▸ **Data below**:
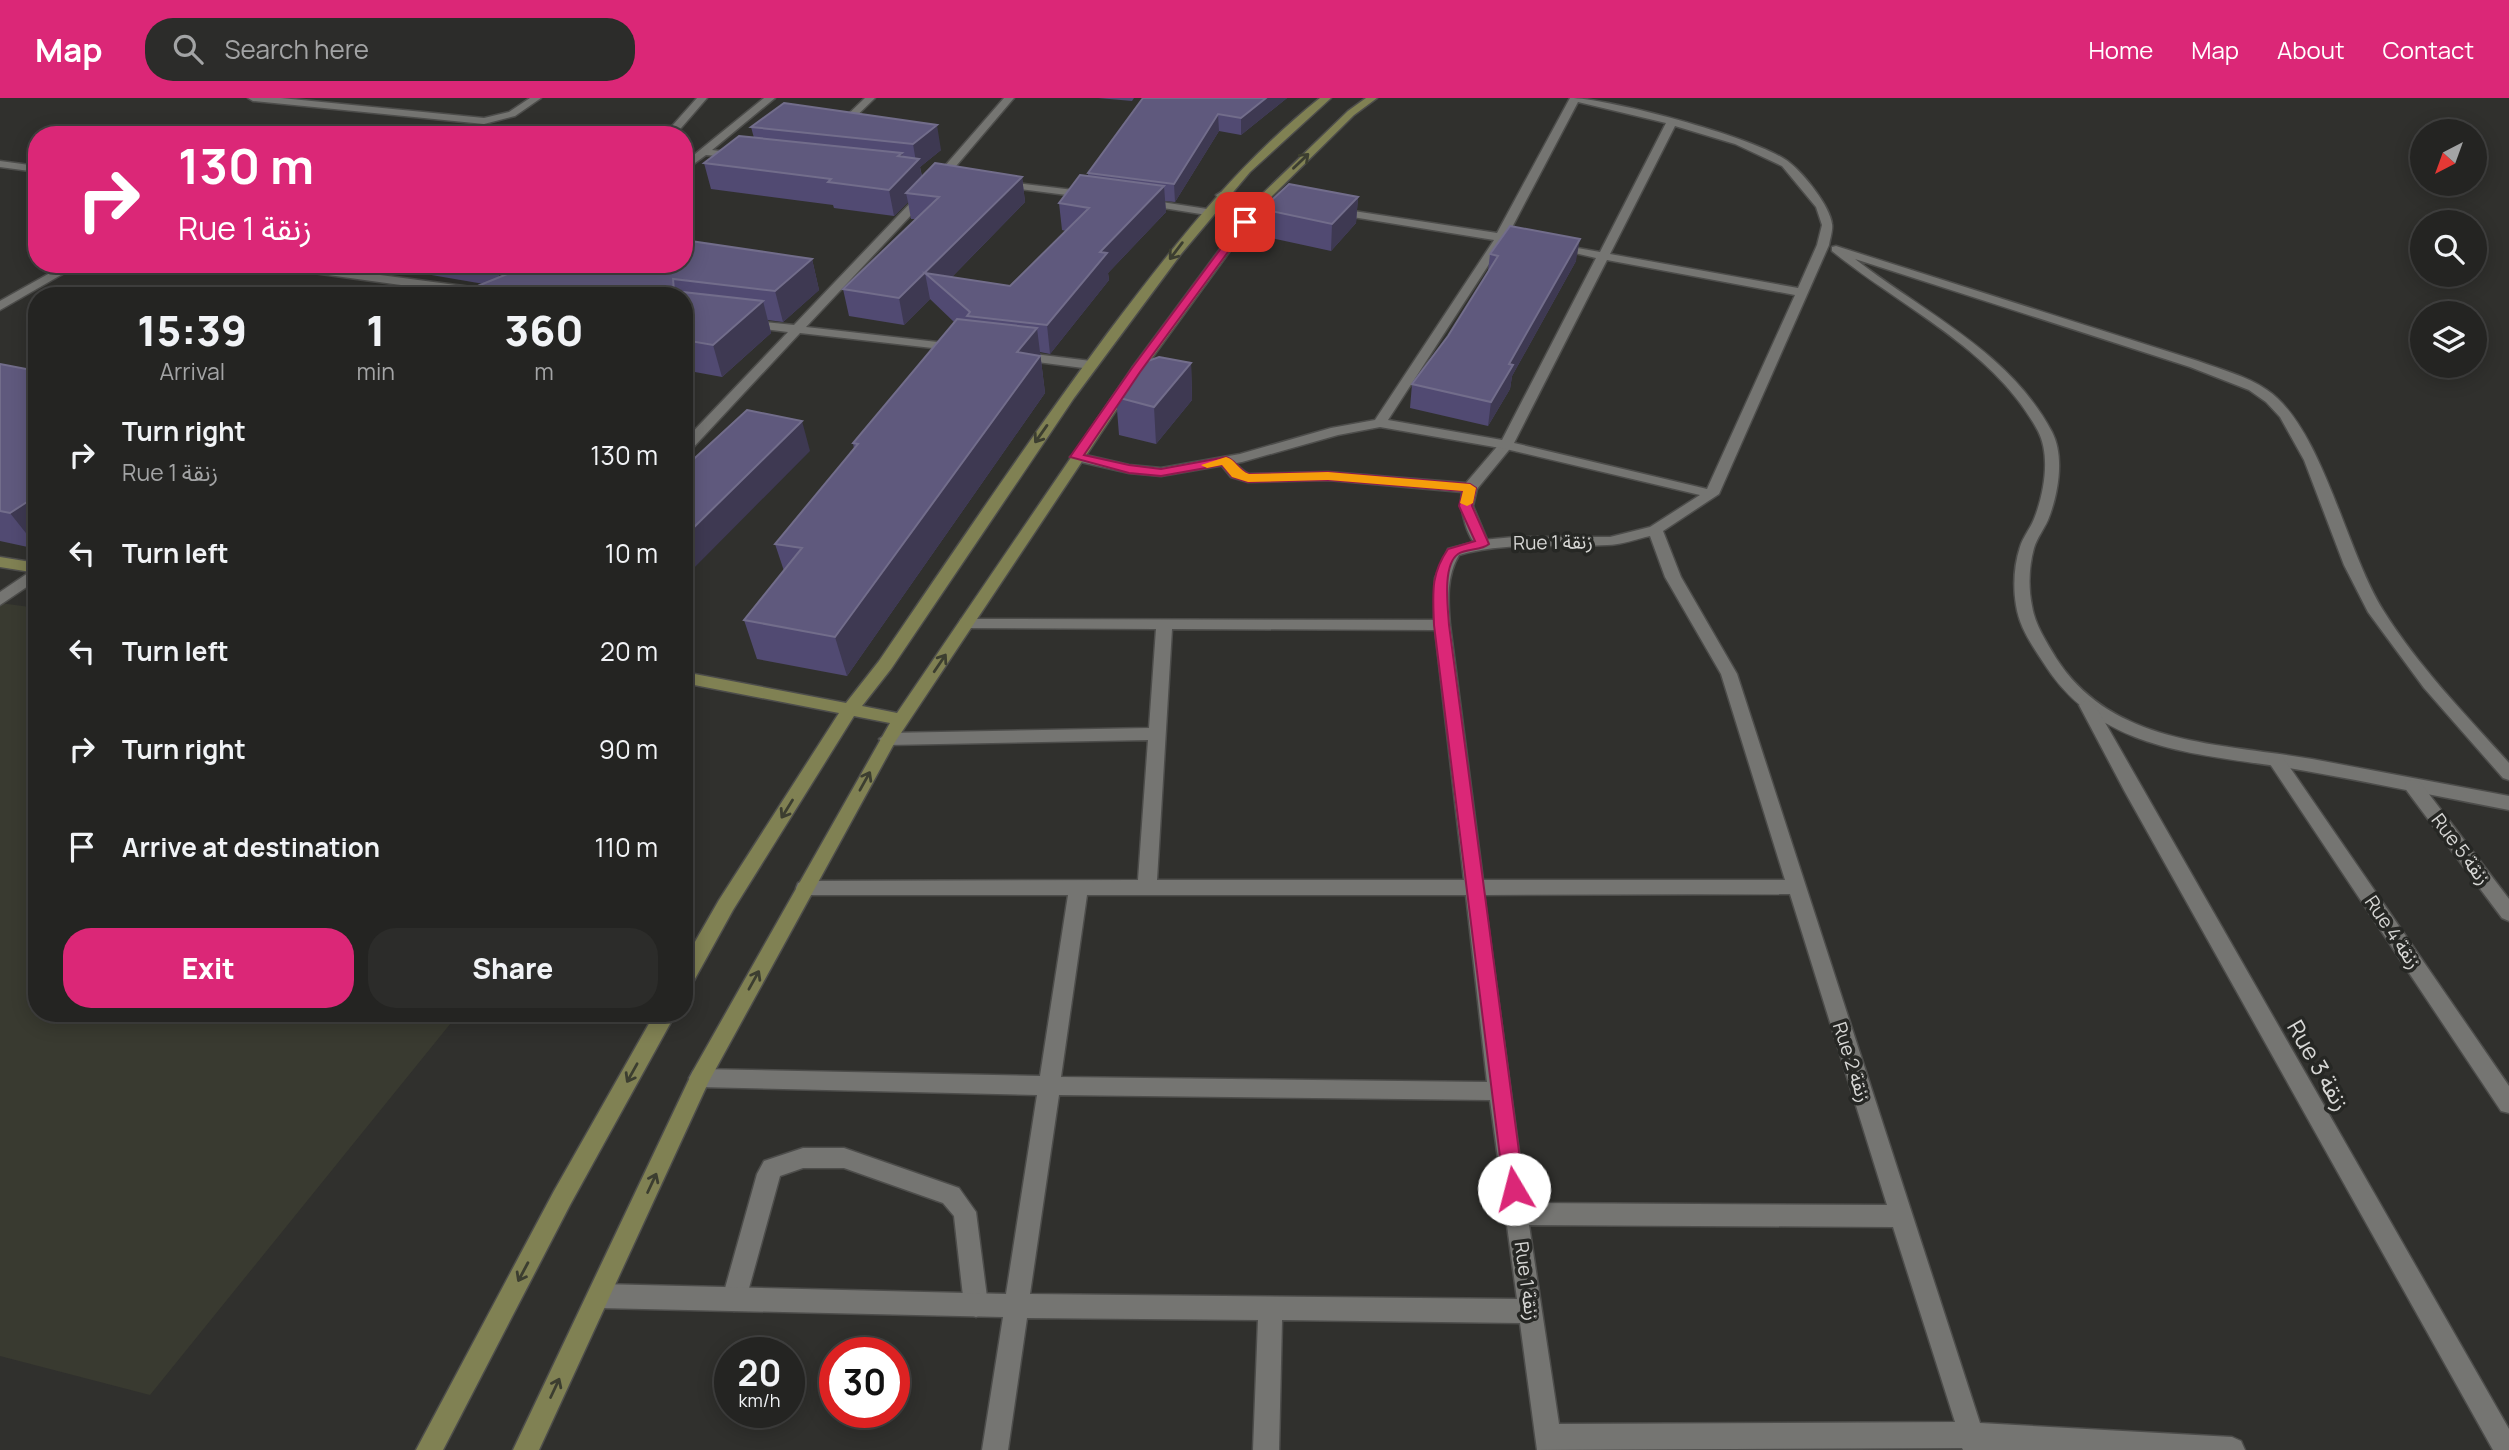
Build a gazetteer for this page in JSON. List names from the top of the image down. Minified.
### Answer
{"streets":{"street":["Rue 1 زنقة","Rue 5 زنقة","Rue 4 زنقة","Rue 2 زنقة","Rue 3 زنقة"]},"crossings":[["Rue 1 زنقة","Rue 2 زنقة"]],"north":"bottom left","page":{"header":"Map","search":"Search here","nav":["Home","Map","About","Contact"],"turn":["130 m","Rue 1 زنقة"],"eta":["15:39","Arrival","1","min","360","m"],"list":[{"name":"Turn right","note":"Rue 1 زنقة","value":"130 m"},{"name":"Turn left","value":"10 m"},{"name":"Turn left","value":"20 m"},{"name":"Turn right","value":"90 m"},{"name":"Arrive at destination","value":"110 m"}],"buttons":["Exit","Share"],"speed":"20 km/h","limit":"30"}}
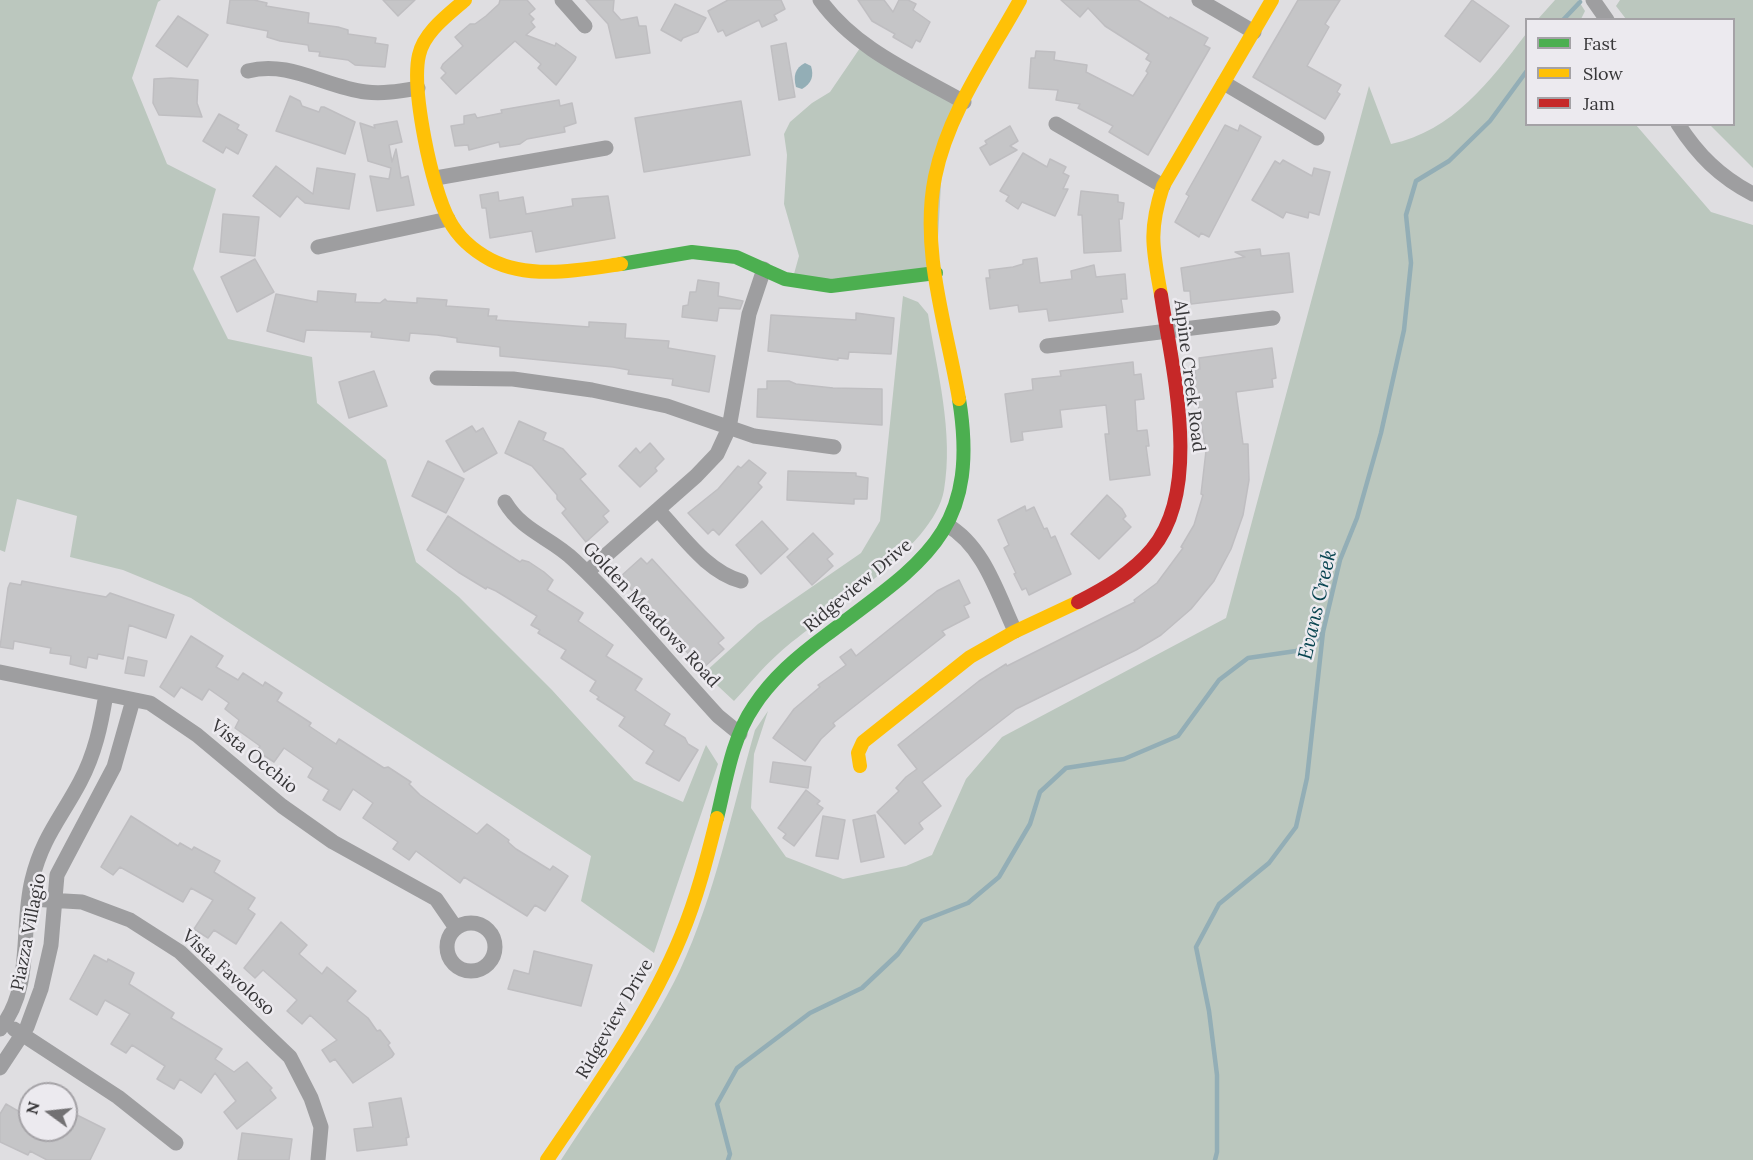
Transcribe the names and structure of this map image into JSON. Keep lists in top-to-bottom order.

▸ **Your instructions**:
Output everything in the material exactly. Pictures stay out of it.

▸ **Result for this task**:
Build a gazetteer for this page in JSON. List names from the top of the image down. Minified.
### Answer
{"streets":{"street":["Rue 1 زنقة","Rue 5 زنقة","Rue 4 زنقة","Rue 2 زنقة","Rue 3 زنقة"]},"crossings":[["Rue 1 زنقة","Rue 2 زنقة"]],"north":"bottom left","page":{"header":"Map","search":"Search here","nav":["Home","Map","About","Contact"],"turn":["130 m","Rue 1 زنقة"],"eta":["15:39","Arrival","1","min","360","m"],"list":[{"name":"Turn right","note":"Rue 1 زنقة","value":"130 m"},{"name":"Turn left","value":"10 m"},{"name":"Turn left","value":"20 m"},{"name":"Turn right","value":"90 m"},{"name":"Arrive at destination","value":"110 m"}],"buttons":["Exit","Share"],"speed":"20 km/h","limit":"30"}}
Transcribe the names and structure of this map image into JSON. Keep lists in top-to-bottom order.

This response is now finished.